_Task description_
Using the entries below, show all lines with the string "Automobile".

+---+

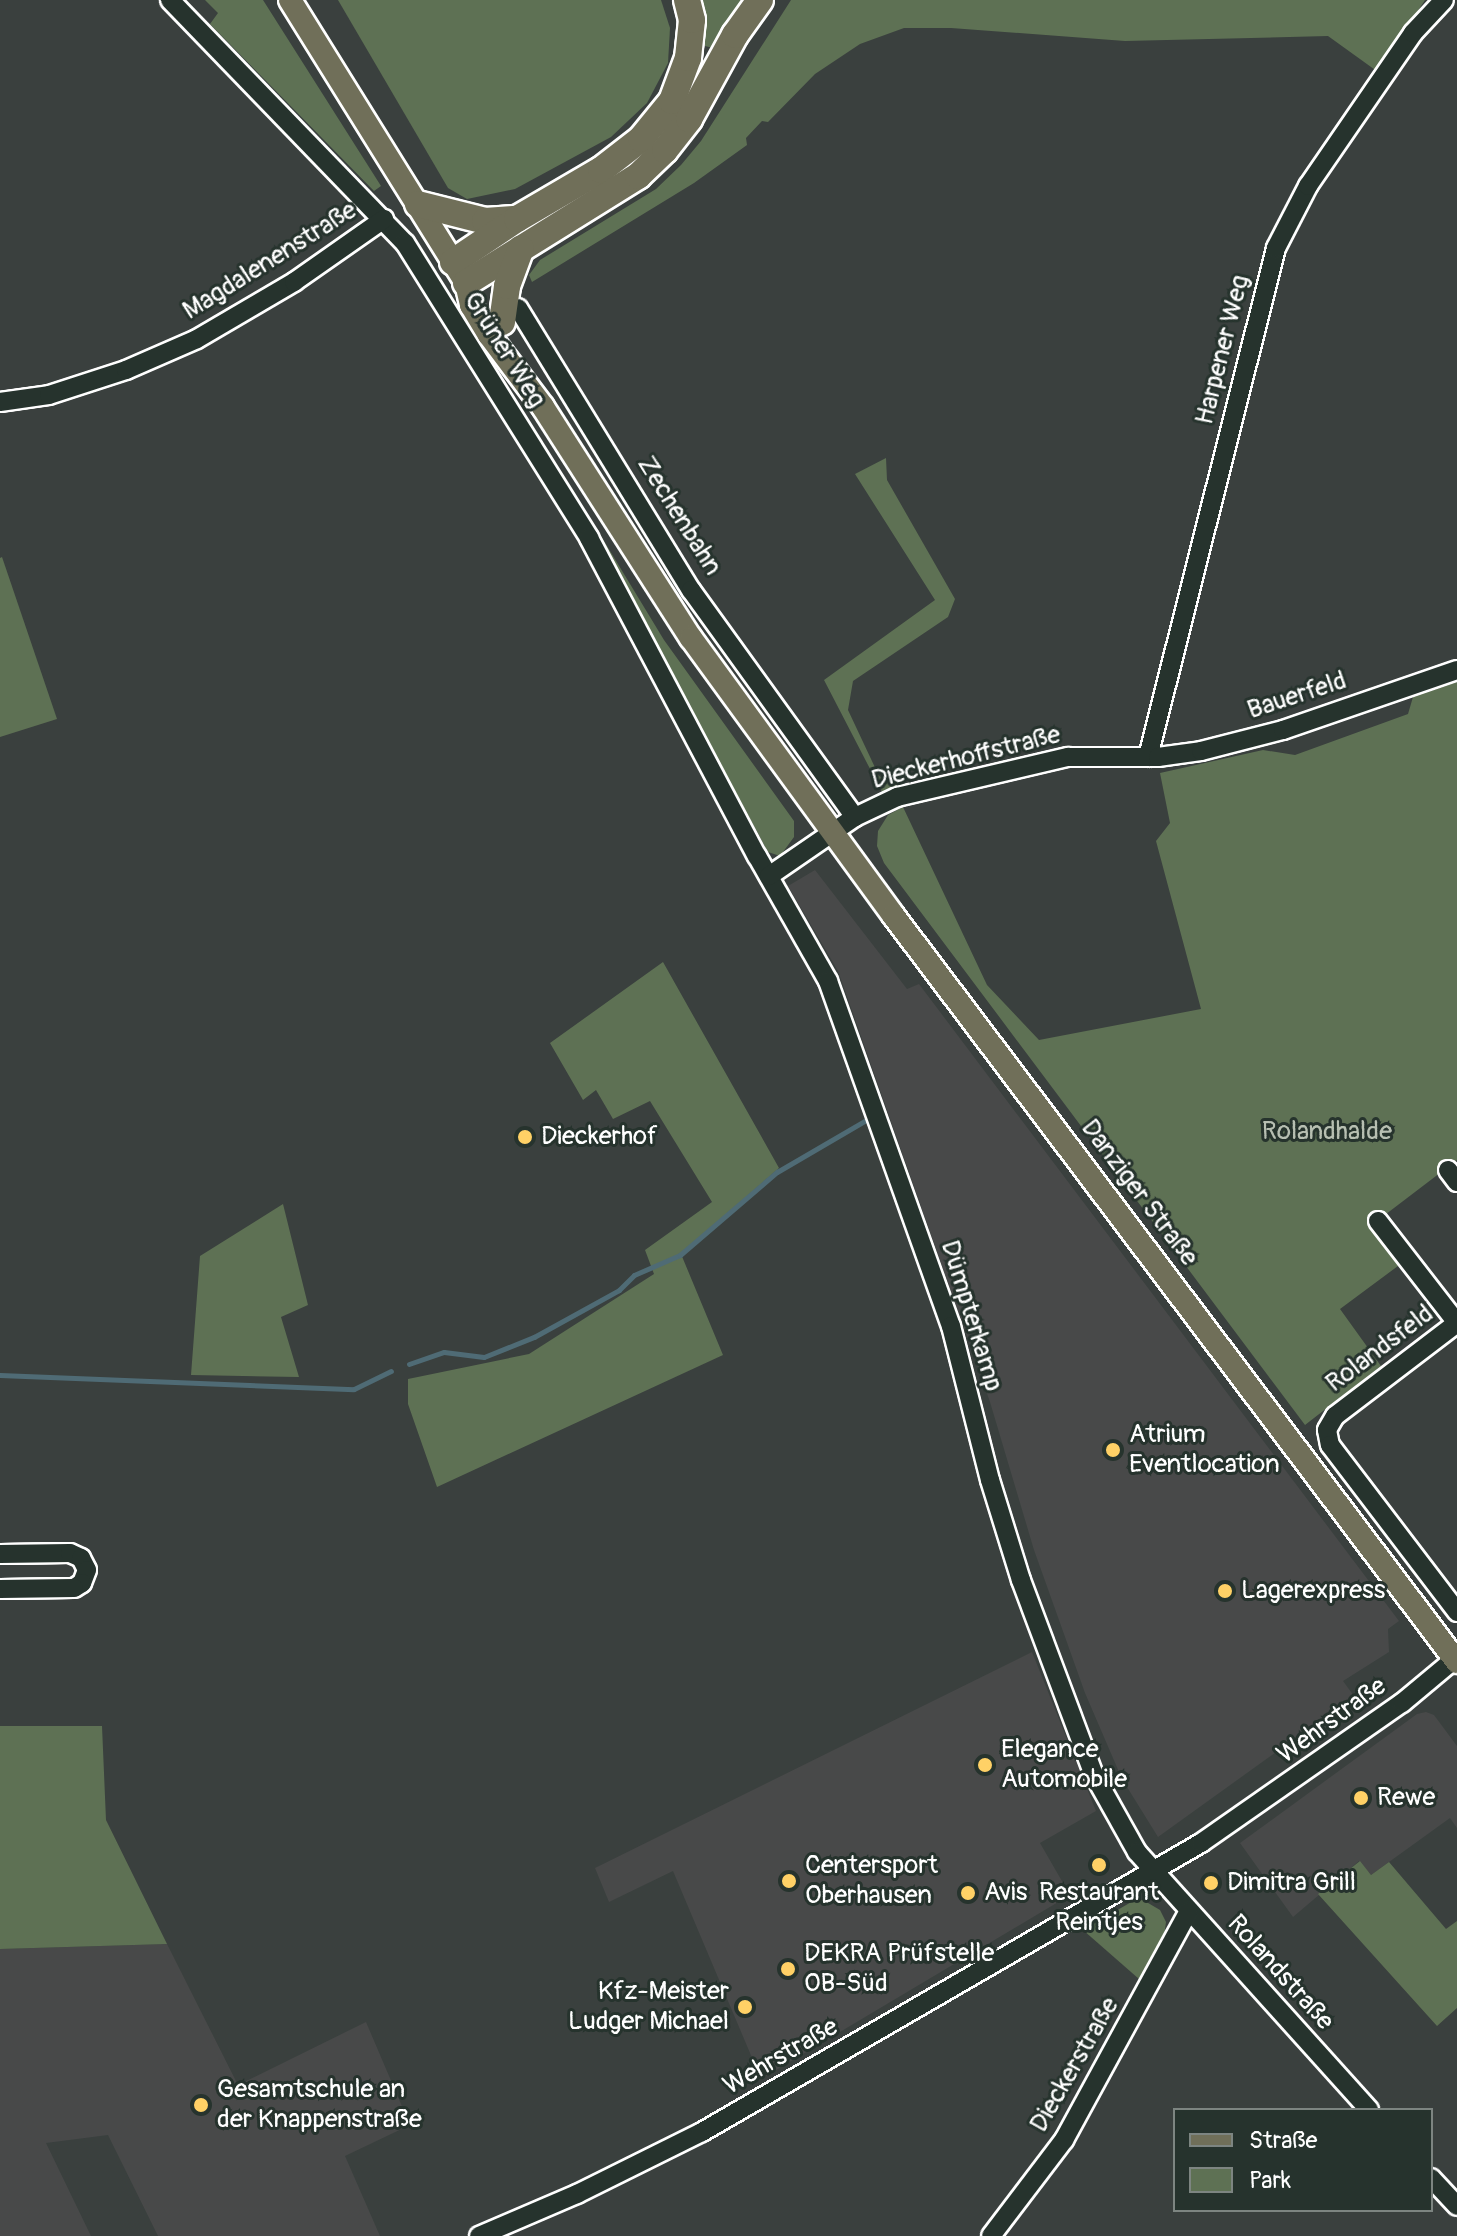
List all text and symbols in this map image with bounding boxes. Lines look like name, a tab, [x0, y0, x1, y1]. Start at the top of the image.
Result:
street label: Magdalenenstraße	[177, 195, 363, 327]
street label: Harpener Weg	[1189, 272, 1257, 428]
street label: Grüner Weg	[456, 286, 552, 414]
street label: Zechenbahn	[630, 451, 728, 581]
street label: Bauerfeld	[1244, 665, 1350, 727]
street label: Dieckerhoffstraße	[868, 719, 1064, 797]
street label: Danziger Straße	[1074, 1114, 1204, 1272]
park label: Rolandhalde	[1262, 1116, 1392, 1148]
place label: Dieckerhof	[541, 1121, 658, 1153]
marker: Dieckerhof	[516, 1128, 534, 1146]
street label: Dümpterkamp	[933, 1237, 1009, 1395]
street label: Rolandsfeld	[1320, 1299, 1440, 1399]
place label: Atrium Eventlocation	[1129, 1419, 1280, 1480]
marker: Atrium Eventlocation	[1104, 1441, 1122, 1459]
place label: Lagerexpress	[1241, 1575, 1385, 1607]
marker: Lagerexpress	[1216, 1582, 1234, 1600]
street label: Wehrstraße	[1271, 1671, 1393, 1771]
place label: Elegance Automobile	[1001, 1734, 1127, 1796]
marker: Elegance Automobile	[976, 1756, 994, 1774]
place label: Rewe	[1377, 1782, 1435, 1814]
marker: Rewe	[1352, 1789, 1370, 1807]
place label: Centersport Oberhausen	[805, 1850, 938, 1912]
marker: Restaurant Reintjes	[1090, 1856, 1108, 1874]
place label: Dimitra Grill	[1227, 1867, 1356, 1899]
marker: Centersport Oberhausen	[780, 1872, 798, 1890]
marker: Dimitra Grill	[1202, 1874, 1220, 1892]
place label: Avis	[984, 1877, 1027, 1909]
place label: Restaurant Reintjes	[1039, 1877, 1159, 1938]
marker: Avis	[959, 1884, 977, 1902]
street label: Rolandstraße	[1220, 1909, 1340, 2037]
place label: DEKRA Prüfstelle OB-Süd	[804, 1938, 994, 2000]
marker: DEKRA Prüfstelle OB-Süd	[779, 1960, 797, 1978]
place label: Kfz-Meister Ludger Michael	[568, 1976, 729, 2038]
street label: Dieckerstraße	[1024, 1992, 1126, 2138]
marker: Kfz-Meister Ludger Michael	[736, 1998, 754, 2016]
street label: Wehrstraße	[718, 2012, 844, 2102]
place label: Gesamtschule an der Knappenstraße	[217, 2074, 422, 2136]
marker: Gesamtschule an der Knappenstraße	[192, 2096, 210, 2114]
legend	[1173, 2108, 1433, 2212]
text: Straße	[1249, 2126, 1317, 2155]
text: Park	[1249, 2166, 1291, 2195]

+---+

_Response below_
place label: Elegance Automobile	[1001, 1734, 1127, 1796]
marker: Elegance Automobile	[976, 1756, 994, 1774]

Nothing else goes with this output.